Morris, the chief judge of the U.S. Bankruptcy Court for the Southern District of New York, said in an interview with Reuters
that recent developments in Argentina show the challenges of overhauling sovereign debt without a formal system.
“When a sovereign is in stress, the options are to do nothing and see how it plays out, which sounds horrible, or do what
Argentina did, to try to restructure with no judicial umbrella,” said Morris, whose court handles many of the most complex
U.S. bankruptcy cases.
Morris is speaking at GRO’s annual conference in Modena, Italy, later this month. It’s the second time the group has held the
conference, which its organizers hope will become the “Davos of restructuring,” Morris said.
The organization was founded by its current president, Antonio Tullio, a restructuring expert and professor at the University
of Modena, Italy.
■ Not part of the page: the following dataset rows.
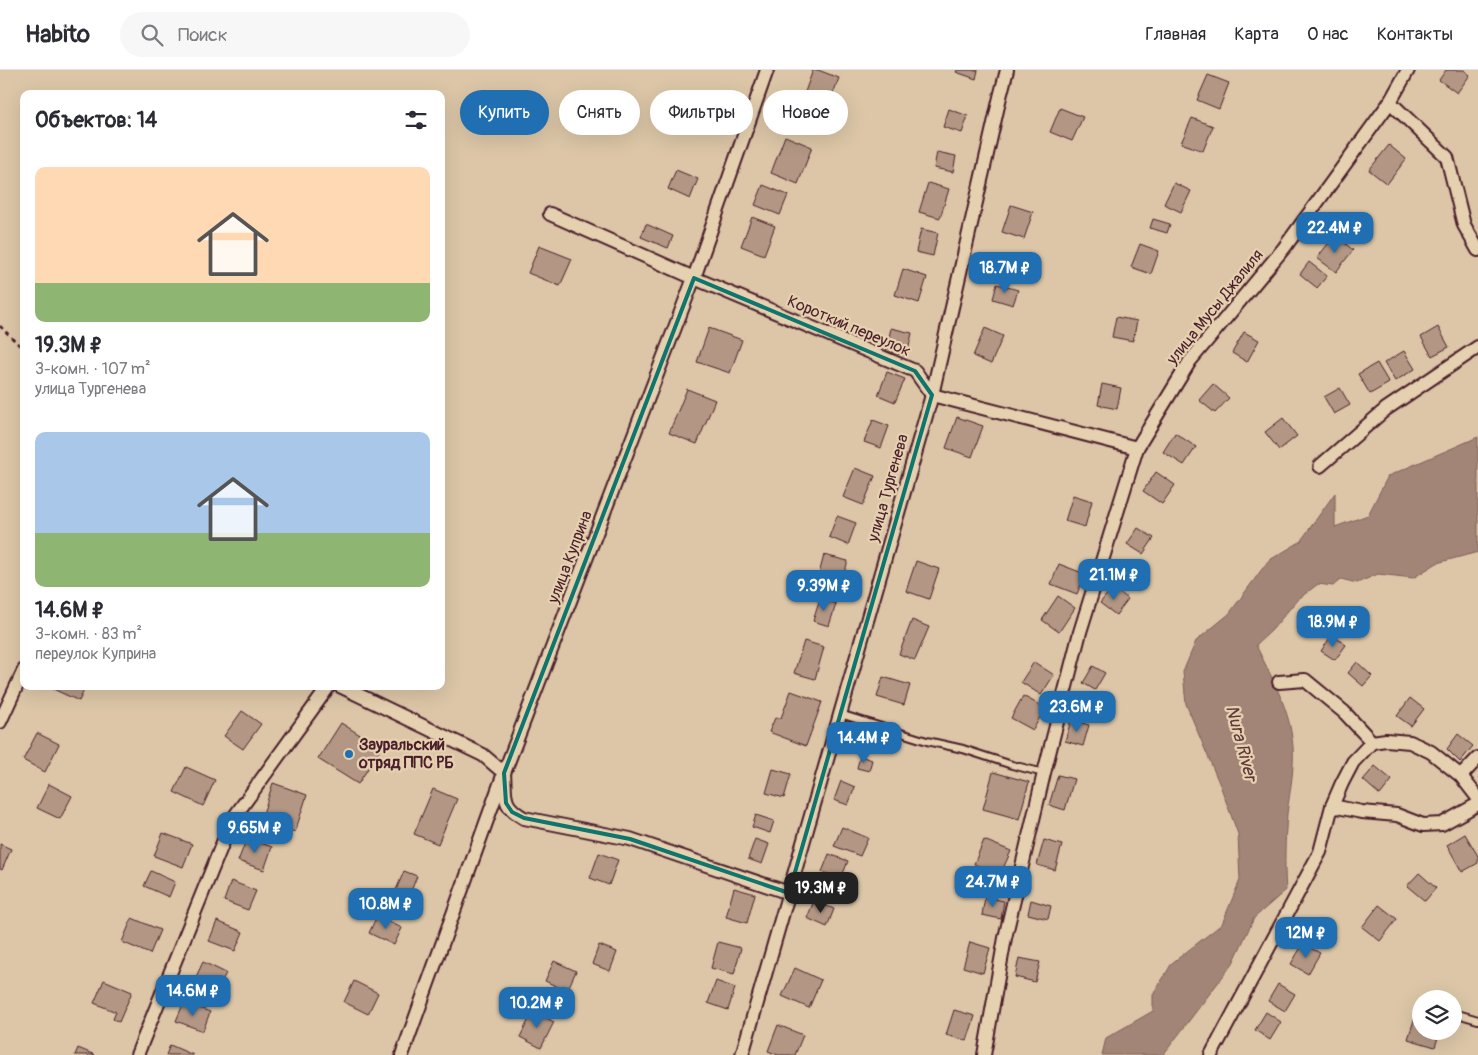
<!DOCTYPE html>
<html lang="ru">
<meta charset="utf-8">
<style>
body{margin:0;font-family:Pangolin,sans-serif;background:#f7f7f7;color:#2b2b33;height:100vh;display:flex;flex-direction:column;font-size:19px;white-space:nowrap}
*{box-sizing:border-box;margin:0}
p{font-size:16px;color:#7c7c81}
.icon{flex:none;width:28px;height:28px;fill:none;stroke:currentColor;stroke-width:2;stroke-linecap:round;stroke-linejoin:round}
.map{position:relative;flex:1;overflow:hidden}
.side{position:absolute;left:20px;top:20px;width:425px;height:600px;display:flex;flex-direction:column;background:#fff;border-radius:10px;box-shadow:0 5px 20px #0002}
.side>*{flex:none}
.banner{position:absolute;left:460px;top:20px;width:475px;height:45px;display:flex;gap:10px}
.buttons{position:absolute;left:1412px;top:920px;display:grid;gap:10px}
.buttons a{display:grid;place-items:center;width:50px;height:50px;border-radius:50%;background:#fff;box-shadow:0 5px 20px #0002;font-size:25px}
.price{position:absolute;translate:-50% -42px;padding:0 11px;border-radius:10px;background:#1f6fb2;color:#fff;font-size:16px;line-height:32px;filter:drop-shadow(0 1px 2px #0008)}
.price::after{content:'';position:absolute;left:50%;top:30px;width:15px;height:11px;margin-left:-8px;background:inherit;clip-path:polygon(0 0,100% 0,50% 100%)}
.price.current{background:#222;color:#fff}
ul{padding:0;list-style:none}
li{display:grid;align-content:center;gap:10px;height:265px;padding:0 15px}
li span{display:grid;place-items:center;height:155px;border-radius:10px;color:#555}
li>.icon{margin-inline-start:auto}
span .icon{width:90px;height:90px;fill:#fffc;stroke-width:1}
li b{font-size:21px}
h2{display:flex;justify-content:space-between;align-items:center;height:60px;padding:0 15px;font-size:21px}
.tag{padding:0 18px;border-radius:22px;background:#fff;box-shadow:0 5px 20px #0002;font-size:18px;line-height:45px}
.tag.current{background:#1f6fb2;color:#fff}
header{display:flex;align-items:center;gap:30px;box-sizing:border-box;height:70px;padding:0 25px;background:#fff;border-bottom:1px solid #e1e1e2}
header strong{font-size:24px}
nav{display:flex;gap:28px;margin-inline-start:auto;font-size:18px}
.search{width:350px;height:45px;background:#f7f7f7;display:flex;align-items:center;gap:12px;box-sizing:border-box;padding:0 18px;border-radius:28px;color:#7c7c81;font-size:19px}
.map>svg:first-child{display:block}
</style>
<header>
<strong>Habito</strong>
<div class="search"><svg class="icon" aria-label="search" viewBox="0 0 24 24"><circle cx="10" cy="10" r="6"/><path d="M15 15l6 6"/></svg>Поиск</div>
<nav><a>Главная</a><a>Карта</a><a>О нас</a><a>Контакты</a></nav>
</header>
<div class="map">
<svg width="1478" height="985" viewBox="0 0 1478 985">
<rect width="100%" height="100%" fill="#dcc6a7"/>
<filter id="ink" filterUnits="userSpaceOnUse"><feTurbulence type="fractalNoise" baseFrequency=".02" numOctaves="2"/><feDisplacementMap in="SourceGraphic" scale="10" xChannelSelector="R" yChannelSelector="G"/><feConvolveMatrix kernelMatrix="1 2 1 2 8 2 1 2 1" color-interpolation-filters="sRGB"/></filter>
<g filter="url(#ink)">
<path fill="#a38577" stroke="#7f5c59" d="M1478,367v115l-41,11 -24,15 -35,-4 -21,9 -16,-4 -8,7 -15,-2 -21,16 -25,30 -16,15c14,30 32,60 36,93 4,25 -2,51 -5,76 -2,25 -3,51 -1,76l-32,28 -21,45 -70,92h-61l4,-17 47,-27v-16l19,-32 50,-39 18,-44 -2,-46 -18,-49 -34,-81 -3,-32 13,-31 33,-27 39,-53 32,-19 35,-49v34l33,-12 20,-39z"/>
<g fill="#b39784" stroke="#4a1f2b">
<path d="M813,0h5l21,8 -13,34 -25,-9z"/>
<path d="M957,0h21l-2,9 -20,-7z"/>
<path d="M1446,0h18l6,5 -13,18 -18,-13z"/>
<path d="M1208,5l21,8 -10,26 -22,-9z"/>
<path d="M696,22l24,10 -12,27 -24,-10z"/>
<path d="M1060,38l23,9 -11,24 -22,-9z"/>
<path d="M949,39l19,7 -6,17 -19,-6z"/>
<path d="M1192,48l21,8 -10,25 -22,-8z"/>
<path d="M785,66l27,11 -14,37 -27,-11z"/>
<path d="M1389,75l17,14 -19,25 -18,-14z"/>
<path d="M937,82l19,4 -3,16 -19,-4z"/>
<path d="M676,100l22,9 -8,20 -22,-10z"/>
<path d="M928,113l21,6 -9,29 -21,-6z"/>
<path d="M1174,113l17,8 -10,21 -17,-8z"/>
<path d="M763,115l25,10 -8,20 -25,-10z"/>
<path d="M1011,135l22,7 -9,27 -22,-7z"/>
<path d="M752,147l23,9 -11,29 -23,-9z"/>
<path d="M1153,149l17,5 -3,9 -17,-5z"/>
<path d="M646,154l27,12 -5,12 -27,-11z"/>
<path d="M921,159l17,4 -5,23 -17,-4z"/>
<path d="M1335,165l18,15 -17,22 -19,-14z"/>
<path d="M1140,174l19,7 -8,23 -20,-7z"/>
<path d="M539,176l33,13 -12,27 -32,-13z"/>
<path d="M1309,192l18,14 -10,12 -17,-14z"/>
<path d="M903,199l24,8 -8,26 -24,-8z"/>
<path d="M997,214l21,6 -5,15 -20,-6z"/>
<path d="M1116,247l21,4 -4,20 -21,-4z"/>
<path d="M1438,257l11,20 -17,9 -11,-19z"/>
<path d="M709,258l33,12 -12,33 -33,-11z"/>
<path d="M891,258l21,5 -5,23 -21,-5z"/>
<path d="M985,258l18,8 -12,28 -18,-8z"/>
<path d="M1244,262l15,8 -12,22 -15,-9z"/>
<path d="M1404,281l11,18 -20,12 -11,-18z"/>
<path d="M1377,293l12,20 -19,11 -12,-20z"/>
<path d="M887,302l18,7 -10,23 -17,-7z"/>
<path d="M1102,314l19,4 -4,21 -19,-4z"/>
<path d="M1213,314l16,14 -14,15 -16,-13z"/>
<path d="M1340,318l10,17 -16,9 -10,-17z"/>
<path d="M687,319l28,11 -18,44 -28,-11z"/>
<path d="M957,347l26,9 -11,31 -26,-9z"/>
<path d="M1283,348l14,18 -18,14 -14,-18z"/>
<path d="M873,350l16,6 -8,22 -17,-6z"/>
<path d="M1175,363l21,14 -12,18 -21,-13z"/>
<path d="M855,398l20,8 -12,29 -20,-8z"/>
<path d="M1156,402l19,13 -13,19 -19,-13z"/>
<path d="M1073,425l19,6 -7,26 -20,-6z"/>
<path d="M837,446l19,7 -8,22 -19,-8z"/>
<path d="M1138,458l16,10 -11,16 -16,-10z"/>
<path d="M824,485l24,6 -7,23 -23,-6z"/>
<path d="M916,491l23,8 -10,30 -23,-8z"/>
<path d="M1059,494l26,10 -8,20 -26,-10z"/>
<path d="M1113,517l15,12 -12,16 -16,-12z"/>
<path d="M1058,526l17,12 -16,24 -17,-12z"/>
<path d="M820,529l16,5 -7,22 -16,-5z"/>
<path d="M912,550l17,7 -14,33 -16,-6z"/>
<path d="M1332,565l14,10 -11,15 -14,-9z"/>
<path d="M804,571l20,6 -9,32 -21,-6z"/>
<path d="M1034,592l20,13 -13,20 -20,-13z"/>
<path d="M1357,592l15,14 -9,10 -15,-13z"/>
<path d="M1093,596l12,7 -10,17 -12,-7z"/>
<path d="M883,607l27,8 -6,20 -27,-8z"/>
<path d="M54,616h32l-7,15 -26,-12z"/>
<path d="M791,621l31,11 -16,44 -37,-14 6,-14h6z"/>
<path d="M1023,626l22,12 -12,22 -22,-12z"/>
<path d="M1410,628l14,11 -13,17 -14,-10z"/>
<path d="M242,641l19,13 -18,25 -19,-13z"/>
<path d="M1071,650l18,5 -6,21 -18,-5z"/>
<path d="M341,653l40,25 -23,36 -40,-25z"/>
<path d="M37,663l22,11 -14,28 -22,-12z"/>
<path d="M1458,664l15,12 -13,16 -13,-13z"/>
<path d="M860,686l12,4 -3,11 -12,-3z"/>
<path d="M1375,696l17,14 -12,15 -17,-15z"/>
<path d="M186,697l29,13 -12,26 -29,-14z"/>
<path d="M773,699l18,5 -7,24 -18,-5z"/>
<path d="M993,702l36,10 -10,37 -36,-10z"/>
<path d="M1058,705l16,4 -9,31 -16,-5z"/>
<path d="M841,711l14,6 -7,18 -14,-5z"/>
<path d="M273,713l34,12 -12,37 -34,-12z"/>
<path d="M49,714l23,12 -12,23 -23,-11z"/>
<path d="M433,719l24,10 -19,45 -24,-10z"/>
<path d="M756,745l18,6 -4,12 -18,-6z"/>
<path d="M842,757l26,11 -8,18 -26,-10z"/>
<path d="M163,763l29,11 -9,23 -29,-11z"/>
<path d="M1465,764l13,22v7l-16,9 -15,-27z"/>
<path d="M247,768l25,9 -8,23 -26,-9z"/>
<path d="M755,769l14,5 -7,20 -14,-5z"/>
<path d="M984,770l27,11 -11,24 -26,-11z"/>
<path d="M1044,770l18,5 -7,25 -18,-5z"/>
<path d="M0,774l11,5 -9,21 -2,-1z"/>
<path d="M599,783l19,7 -9,25 -19,-7z"/>
<path d="M829,784l19,7 -7,18 -19,-7z"/>
<path d="M151,801l24,11 -6,15 -25,-11z"/>
<path d="M404,801l13,5 -8,20 -13,-6z"/>
<path d="M1419,803l17,15 -11,13 -18,-15z"/>
<path d="M231,811l25,10 -8,19 -24,-9z"/>
<path d="M734,818l21,6 -8,29 -21,-6z"/>
<path d="M985,827l19,4 -3,18 -19,-4z"/>
<path d="M1031,830l20,6 -3,13 -20,-5z"/>
<path d="M814,831l20,8 -7,18 -20,-9z"/>
<path d="M1379,835l18,14 -17,22 -18,-14z"/>
<path d="M377,846l25,12 -8,17 -25,-12z"/>
<path d="M132,848l28,12 -10,24 -28,-12z"/>
<path d="M217,851l26,11 -8,19 -26,-10z"/>
<path d="M718,872l23,6 -7,26 -23,-6z"/>
<path d="M970,872l20,6 -7,25 -20,-6z"/>
<path d="M1303,874l17,9 -12,21 -17,-10z"/>
<path d="M599,875l18,7 -7,19 -18,-7z"/>
<path d="M1019,888l21,4 -5,20 -20,-5z"/>
<path d="M554,891l22,10 -9,20 -22,-10z"/>
<path d="M203,892l23,11 -9,18 -23,-10z"/>
<path d="M795,898l26,12 -12,28 -27,-12z"/>
<path d="M104,910l28,12 -13,30 -6,-3 3,-7 -22,-9z"/>
<path d="M354,911l24,12 -10,21 -24,-12z"/>
<path d="M716,911l19,7 -7,22 -20,-7z"/>
<path d="M1278,914l17,10 -10,17 -17,-10z"/>
<path d="M184,932l26,10 -7,19 -27,-10z"/>
<path d="M954,940l21,6 -8,25 -21,-6z"/>
<path d="M533,941l21,11 -13,26 -21,-11z"/>
<path d="M1266,942l15,10 -11,18 -15,-10z"/>
<path d="M1415,947l6,2v12h19l-5,16 -27,-8z"/>
<path d="M778,955l25,10 -8,20h-17l-10,-4z"/>
<path d="M170,975l23,10h-27z"/>
<path d="M78,978l17,7h-20z"/>
</g>
<g fill="none" stroke-linecap="round" stroke-linejoin="round">
<g stroke="#4a1f2b" stroke-width="10">
<g id="service">
<path d="M840,644l87,27 36,8 49,16 32,8"/>
<path d="M1454,943l24,7"/>
</g>
</g>
<g stroke="#4a1f2b" stroke-width="16">
<g id="minor">
<path d="M1390,32l57,55 17,68 14,25"/>
<path d="M550,144l144,64 221,93 17,24 205,53"/>
<path d="M1320,396l66,-57 92,-62"/>
<path d="M1279,612l26,-2 39,32 28,30"/>
<path d="M340,616l143,69 21,18c2,24 -3,32 20,45l106,21 159,54"/>
<path d="M0,652l24,-52"/>
<path d="M1461,706l17,-18"/>
<path d="M1332,736l30,6 35,3 26,10 19,-1 36,-20"/>
<path d="M137,985l95,-235 97,-134"/>
<path d="M402,985l102,-282 190,-495 73,-208"/>
<path d="M742,985l190,-660 68,-298 7,-27"/>
<path d="M984,985l21,-117 39,-165 36,-141 57,-184 53,-87 94,-113 106,-146 18,-32"/>
<path d="M1211,985l109,-203 12,-46 10,-23 11,-21 19,-20 14,-2 24,2 21,10 30,24 17,22"/>
</g>
</g>
<path stroke="#4a1f2b" stroke-width="2.5" stroke-dasharray="4 4" stroke-linecap="butt" d="M0,256l24,24"/>
<use href="#service" stroke="#e5d0af" stroke-width="6"/>
<use href="#minor" stroke="#e5d0af" stroke-width="12"/>
</g>
</g>
<path fill="none" stroke="#0f766e" stroke-width="4" stroke-linejoin="round" d="M694,208l221,93 17,24 -143,498 -159,-54 -106,-21 -12,-6 -6,-9 -2,-30z"/>
<circle fill="#1f6fb2" stroke="#e5d0af" stroke-width="2" cx="349" cy="684" r="5"/>
<g text-anchor="middle" dominant-baseline="central" stroke-width="4.5" stroke-linejoin="round" paint-order="stroke">
<g font-size="16" fill="#4a1f2b" stroke="#e5d0af">
<text transform="translate(1215 237) rotate(-51)">улица Мусы Джалиля</text>
<text transform="translate(849 256) rotate(23)">Короткий переулок</text>
<text transform="translate(888 418) rotate(-74)">улица Тургенева</text>
<text transform="translate(570 487) rotate(-69)">улица Куприна</text>
</g>
<g font-size="16" font-weight="bold" fill="#4a1f2b" stroke="#e5d0af" text-anchor="start">
<text x="359" y="675">Зауральский<tspan x="359" dy="18">отряд ППС РБ</tspan></text>
</g>
<g font-size="18" font-style="italic" fill="#60383e" stroke="#e5d0af">
<text transform="translate(1241 673) rotate(75)">Nura River</text>
</g>
</g>
</svg>
<div class="buttons">
<a><svg class="icon" aria-label="layers" viewBox="0 0 24 24"><path d="M12 4l9 5-9 5-9-5zM3 14l9 5 9-5"/></svg></a>
</div>
<b class="price" style="left:1335px;top:184px">22.4M ₽</b>
<b class="price" style="left:1005px;top:224px">18.7M ₽</b>
<b class="price" style="left:1114px;top:531px">21.1M ₽</b>
<b class="price" style="left:824px;top:542px">9.39M ₽</b>
<b class="price" style="left:1333px;top:578px">18.9M ₽</b>
<b class="price" style="left:1077px;top:663px">23.6M ₽</b>
<b class="price" style="left:864px;top:694px">14.4M ₽</b>
<b class="price" style="left:255px;top:784px">9.65M ₽</b>
<b class="price" style="left:993px;top:838px">24.7M ₽</b>
<b class="price current" style="left:821px;top:844px">19.3M ₽</b>
<b class="price" style="left:386px;top:860px">10.8M ₽</b>
<b class="price" style="left:1306px;top:889px">12M ₽</b>
<b class="price" style="left:193px;top:947px">14.6M ₽</b>
<b class="price" style="left:537px;top:959px">10.2M ₽</b>
<div class="banner">
<a class="tag current">Купить</a>
<a class="tag">Снять</a>
<a class="tag">Фильтры</a>
<a class="tag">Новое</a>
</div>
<section class="side">
<h2>Объектов: 14<svg class="icon" aria-label="filters" viewBox="0 0 24 24"><path d="M4 7h16M4 17h16"/><circle cx="9" cy="7" r="2"/><circle cx="15" cy="17" r="2"/></svg></h2>
<ul>
<li><span style="background:linear-gradient(#ffd9b3 75%,#8fb573 0)"><svg class="icon" aria-label="home" viewBox="0 0 24 24"><path d="M3 11l9-7 9 7M6 9v11h12V9"/></svg></span><div><b>19.3M ₽</b><p>3-комн. · 107 m²</p><p>улица Тургенева</p></div></li>
<li><span style="background:linear-gradient(#a9c7e8 65%,#8fb573 0)"><svg class="icon" aria-label="home" viewBox="0 0 24 24"><path d="M3 11l9-7 9 7M6 9v11h12V9"/></svg></span><div><b>14.6M ₽</b><p>3-комн. · 83 m²</p><p>переулок Куприна</p></div></li>
</ul>
</section>
</div>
Tullio could not be immediately reached on Monday.
Among Morris’ fellow speakers will be Kevyn Orr, the former Jones Day partner and emergency manager tapped to lead Detroit
through its massive Chapter 9 bankruptcy.
While Detroit is not a sovereign, its largely consensual reorganization stands as evidence that politically charged government
workouts can be achieved if procedures exist to foster a negotiation, Morris said.
“You at least have to have a structure where everyone has the opportunity to be heard,” she said.
In Puerto Rico, lawmakers and lawyers this year passed a law modeled after U.S.-style bankruptcy that would allow the
territory’s public agencies to restructure their debt, though it is being challenged by creditors as unconstitutional.
“Since we have the reality of Argentina, Puerto Rico is wisely trying to find a way to have a structure,” the judge said.
Argentina, without the benefit of a restructuring mechanism, tried to cut its debt by offering haircuts in 2005 and 2010 to
holders of $82 billion in defaulted bonds. Most creditors accepted the offer, but holdouts led by Elliott Management successfully
petitioned a New York court to rule that they have a right to full payment.